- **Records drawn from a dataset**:
---+---
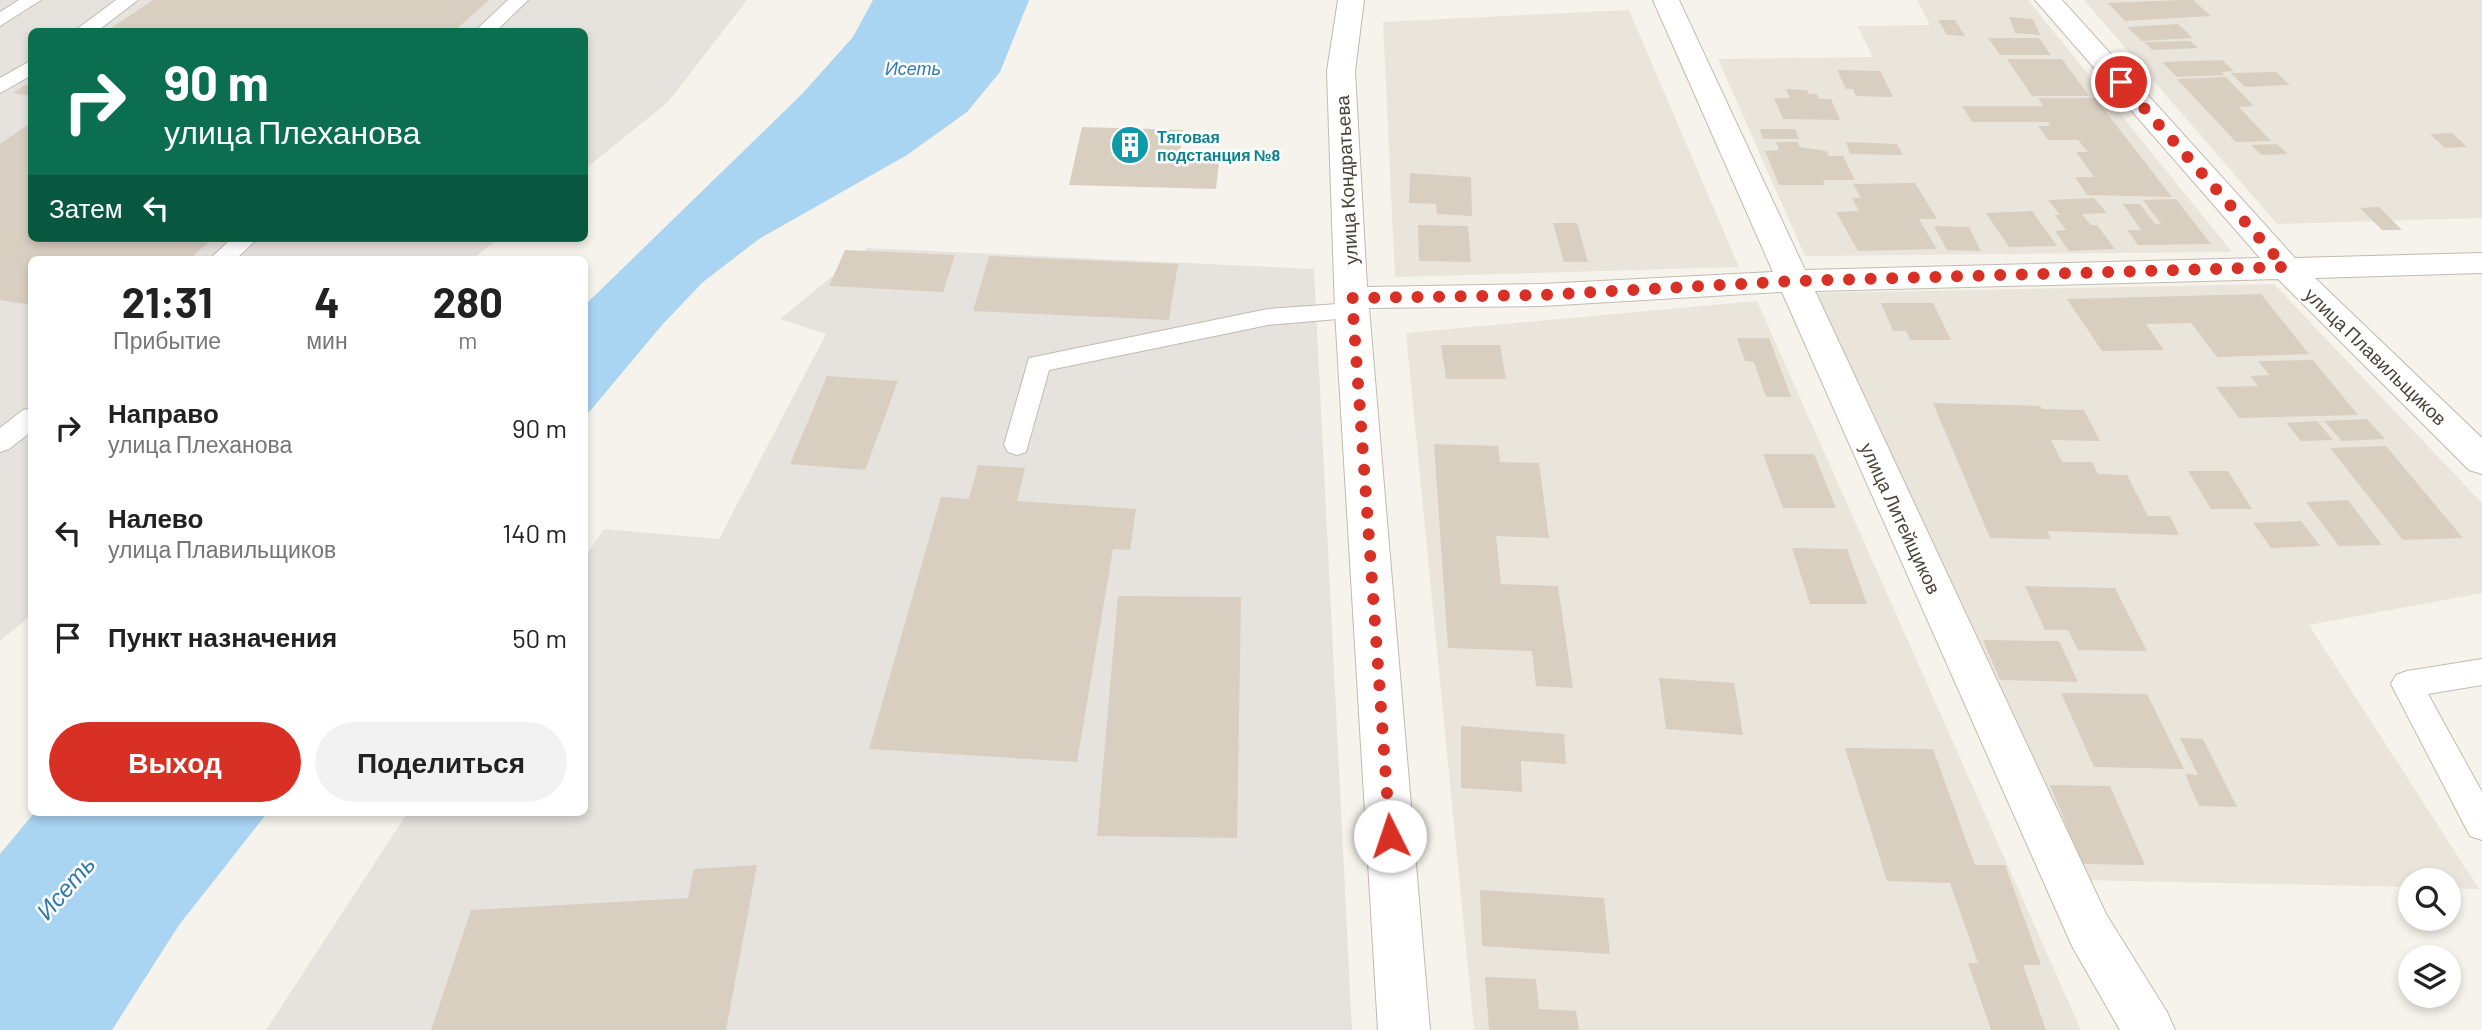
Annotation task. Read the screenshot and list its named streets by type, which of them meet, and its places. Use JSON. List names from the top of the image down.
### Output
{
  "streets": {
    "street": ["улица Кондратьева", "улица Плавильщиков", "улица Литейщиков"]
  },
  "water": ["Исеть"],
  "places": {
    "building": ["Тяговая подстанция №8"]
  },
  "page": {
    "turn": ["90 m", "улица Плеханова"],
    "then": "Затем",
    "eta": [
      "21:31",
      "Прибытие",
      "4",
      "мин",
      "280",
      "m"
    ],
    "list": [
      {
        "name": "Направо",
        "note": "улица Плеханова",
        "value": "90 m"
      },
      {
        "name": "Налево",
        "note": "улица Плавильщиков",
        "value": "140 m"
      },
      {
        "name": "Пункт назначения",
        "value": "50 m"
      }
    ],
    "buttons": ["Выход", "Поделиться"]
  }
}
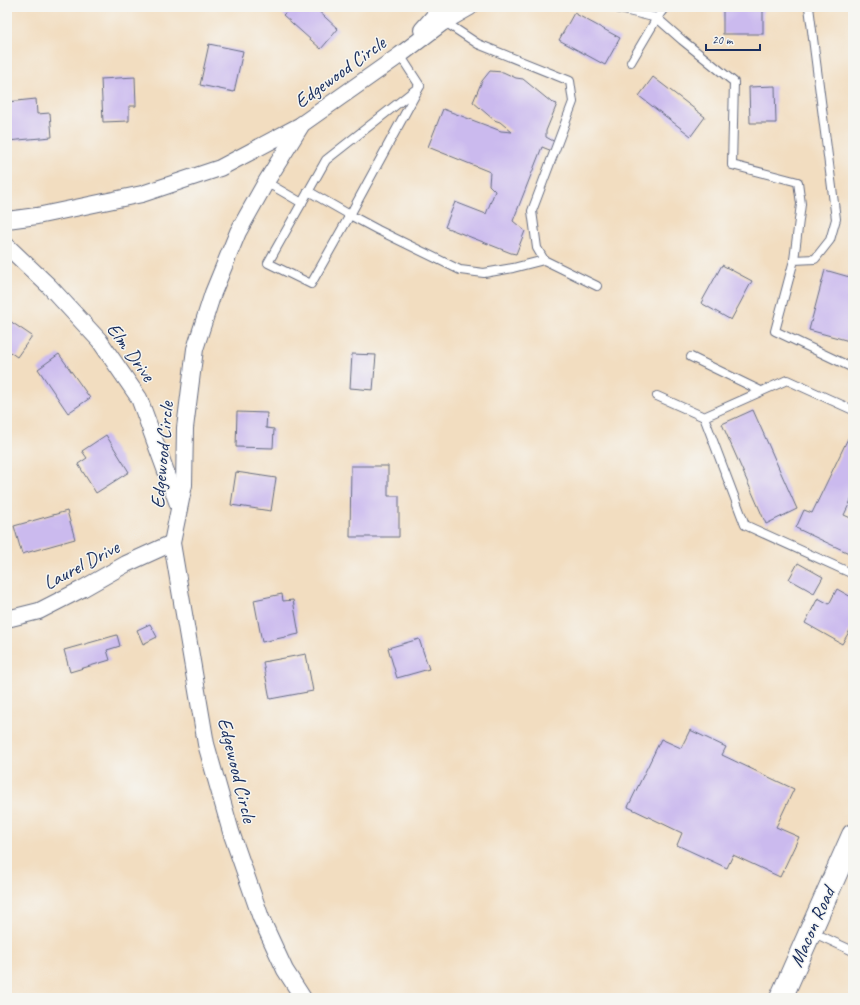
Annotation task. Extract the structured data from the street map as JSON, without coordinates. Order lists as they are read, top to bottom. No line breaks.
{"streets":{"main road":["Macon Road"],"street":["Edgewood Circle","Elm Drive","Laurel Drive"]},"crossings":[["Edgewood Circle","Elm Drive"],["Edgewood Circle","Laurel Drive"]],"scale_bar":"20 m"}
---+---
- **WHAT IS BEING ASKED**:
Repeat the entries exactly as they are given, leaving out each image.

- **WRITTEN RESPONSE**:
Annotation task. Read the screenshot and list its named streets by type, which of them meet, and its places. Use JSON. List names from the top of the image down.
### Output
{
  "streets": {
    "street": ["улица Кондратьева", "улица Плавильщиков", "улица Литейщиков"]
  },
  "water": ["Исеть"],
  "places": {
    "building": ["Тяговая подстанция №8"]
  },
  "page": {
    "turn": ["90 m", "улица Плеханова"],
    "then": "Затем",
    "eta": [
      "21:31",
      "Прибытие",
      "4",
      "мин",
      "280",
      "m"
    ],
    "list": [
      {
        "name": "Направо",
        "note": "улица Плеханова",
        "value": "90 m"
      },
      {
        "name": "Налево",
        "note": "улица Плавильщиков",
        "value": "140 m"
      },
      {
        "name": "Пункт назначения",
        "value": "50 m"
      }
    ],
    "buttons": ["Выход", "Поделиться"]
  }
}
Annotation task. Extract the structured data from the street map as JSON, without coordinates. Order lists as they are read, top to bottom. No line breaks.
{"streets":{"main road":["Macon Road"],"street":["Edgewood Circle","Elm Drive","Laurel Drive"]},"crossings":[["Edgewood Circle","Elm Drive"],["Edgewood Circle","Laurel Drive"]],"scale_bar":"20 m"}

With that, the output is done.